● **Work item**: Every line below that has the string "Пульс" needs to be copied.

Stored data entries:
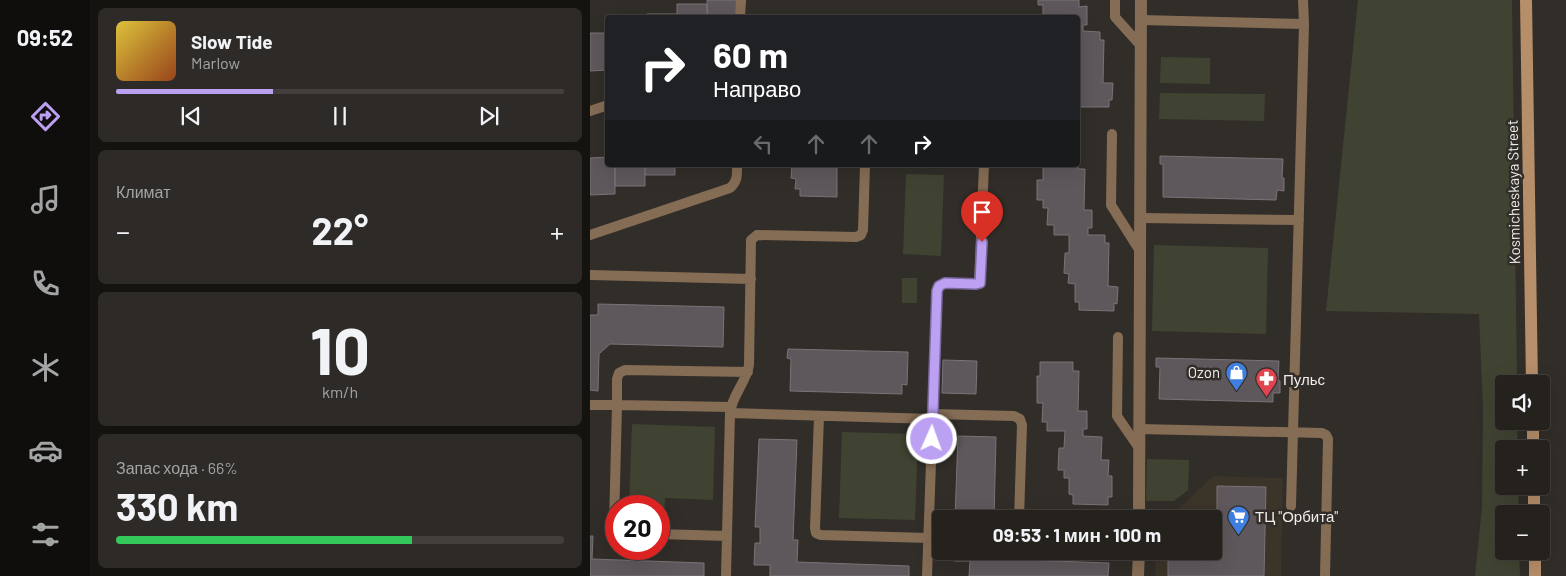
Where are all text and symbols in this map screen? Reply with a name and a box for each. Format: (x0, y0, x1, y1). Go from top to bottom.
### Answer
text: 09:52 (17, 24, 73, 50)
text: Slow Tide (191, 30, 273, 53)
text: 60 m (713, 33, 788, 75)
icon: right (630, 35, 695, 100)
text: Marlow (191, 53, 240, 72)
text: Направо (713, 75, 801, 101)
icon: directions (28, 99, 63, 134)
icon: previous (177, 102, 205, 130)
icon: pause (326, 102, 354, 130)
icon: next (475, 102, 503, 130)
street label: Kosmicheskaya Street (1503, 119, 1523, 265)
icon: left (749, 130, 777, 158)
icon: ahead (802, 130, 830, 158)
icon: ahead (855, 130, 883, 158)
icon: right (908, 130, 936, 158)
icon: music (28, 182, 63, 217)
text: Климат (116, 182, 170, 201)
pin (961, 191, 1003, 242)
icon: arrive (968, 198, 996, 226)
text: 22° (312, 207, 368, 253)
text: − (116, 214, 130, 248)
text: + (550, 214, 564, 248)
icon: phone (28, 266, 63, 301)
text: 10 (310, 310, 370, 388)
icon: climate (28, 350, 63, 385)
shop icon: Ozon (1224, 360, 1248, 391)
place label: Ozon (1188, 363, 1220, 381)
pharmacy icon: Пульс (1255, 367, 1279, 398)
place label: Пульс (1283, 370, 1326, 388)
map controls (1495, 375, 1550, 560)
button: sound (1495, 375, 1550, 430)
text: km/h (322, 382, 358, 401)
position arrow (905, 412, 957, 464)
icon: car (28, 433, 63, 468)
button: + (1495, 440, 1550, 495)
text: Запас хода · 66% (116, 458, 238, 477)
text: 330 km (116, 483, 238, 529)
speed limit sign: 20 (605, 495, 670, 560)
supermarket icon: ТЦ "Орбита" (1227, 504, 1251, 535)
button: − (1495, 505, 1550, 560)
place label: ТЦ "Орбита" (1255, 507, 1338, 525)
icon: filters (28, 517, 63, 552)
text: 09:53 · 1 мин · 100 m (993, 523, 1161, 546)

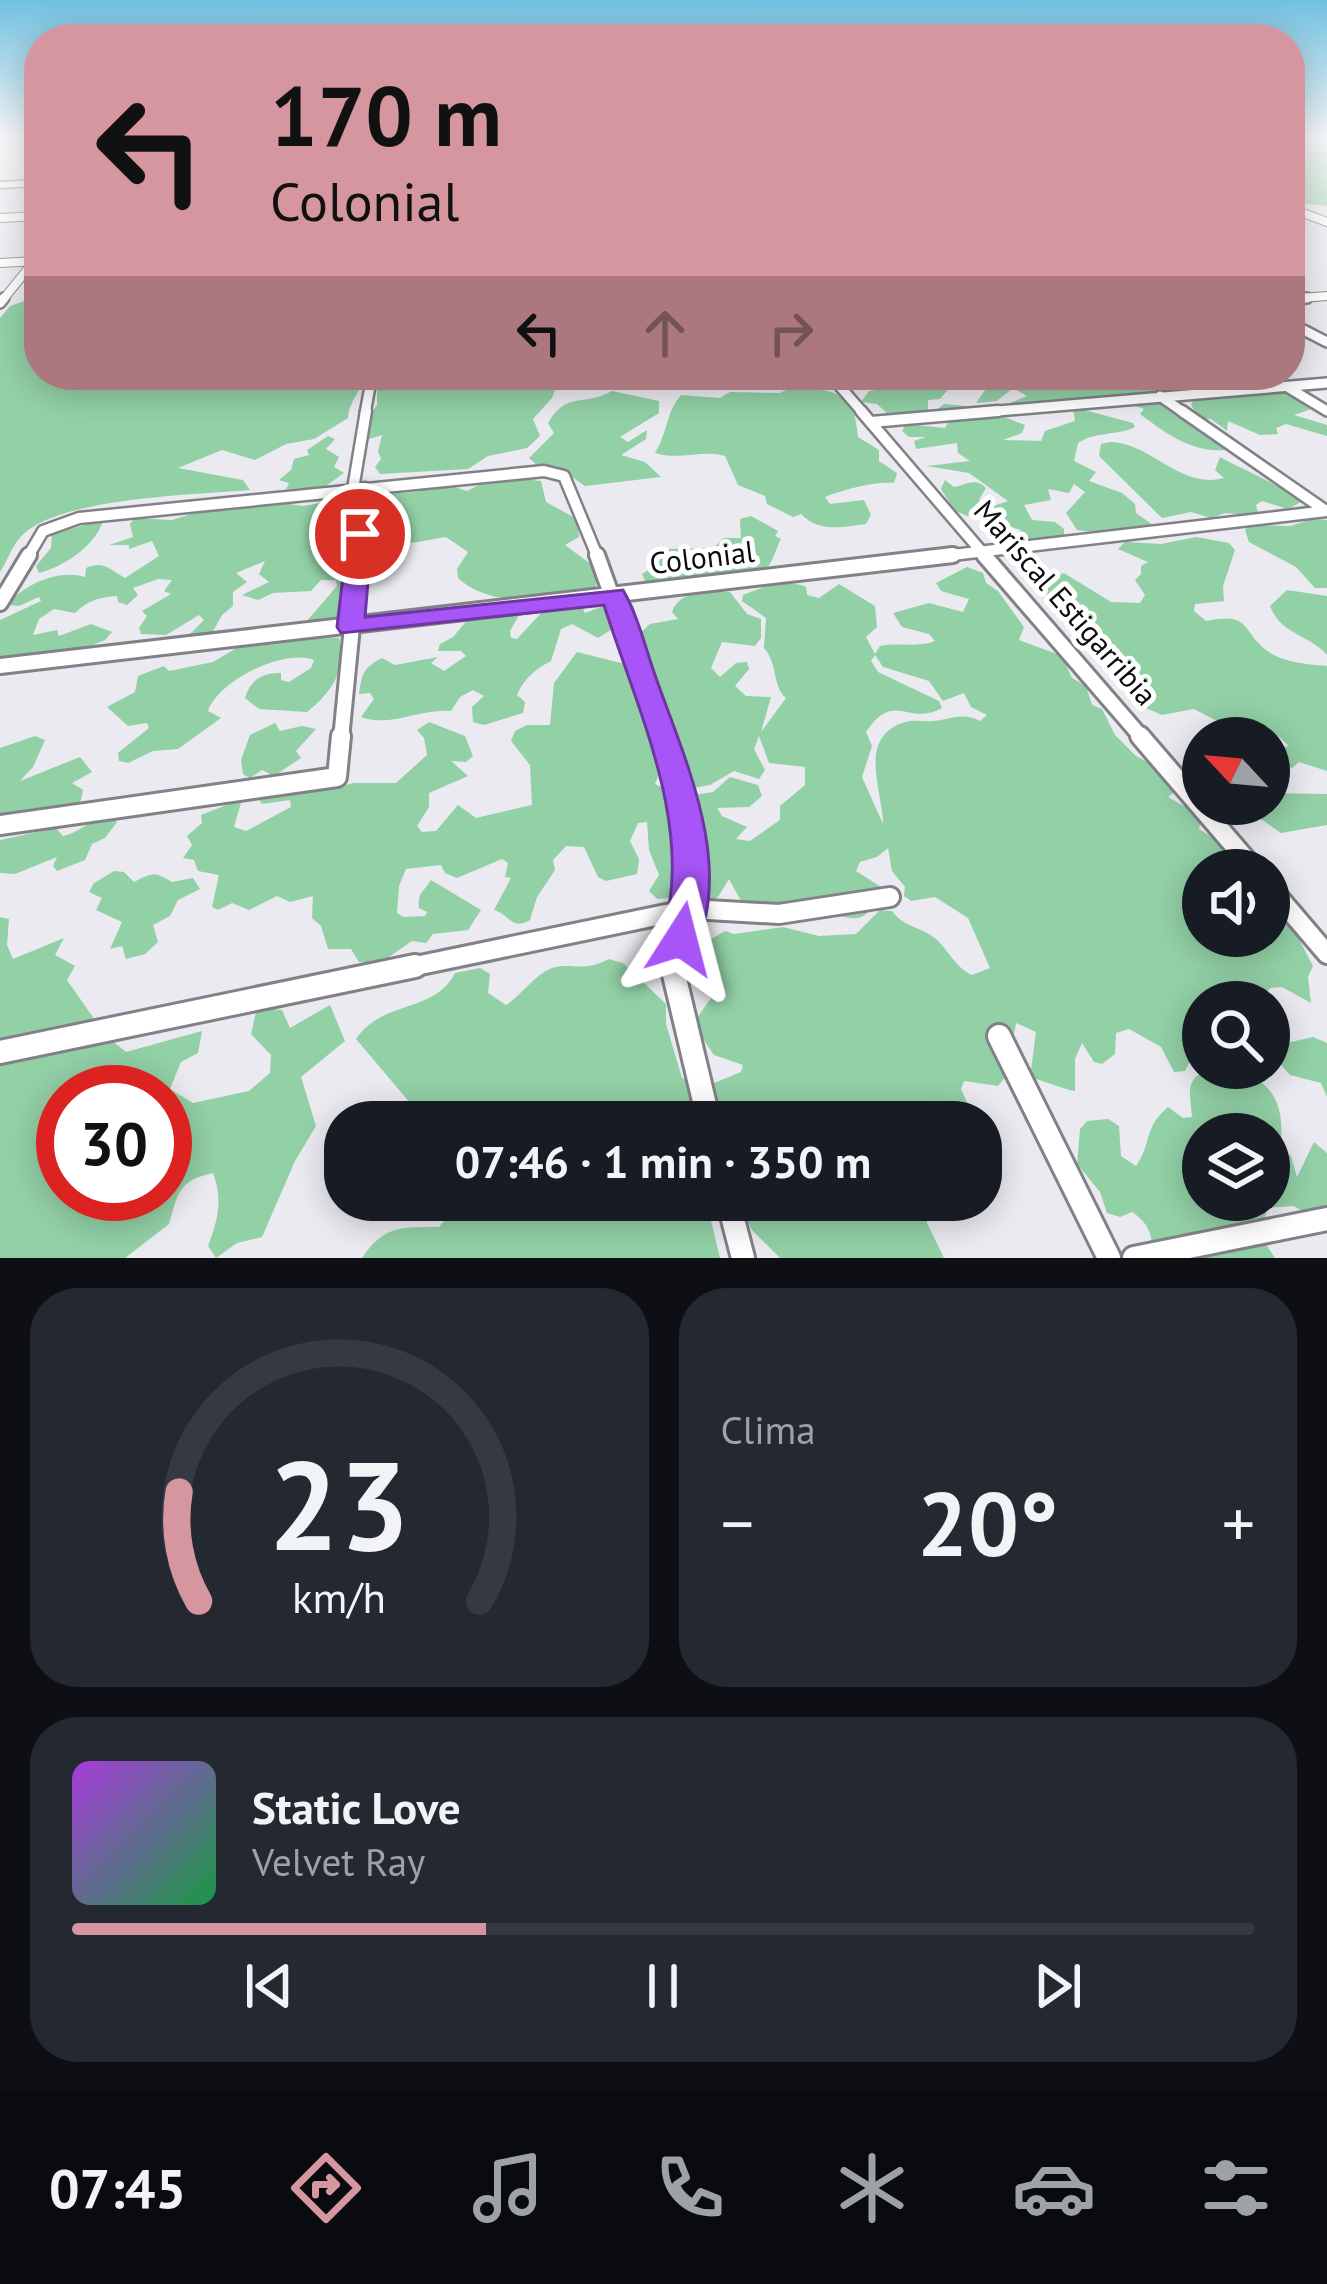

● **Response area**:
pharmacy icon: Пульс (1255, 367, 1279, 398)
place label: Пульс (1283, 370, 1326, 388)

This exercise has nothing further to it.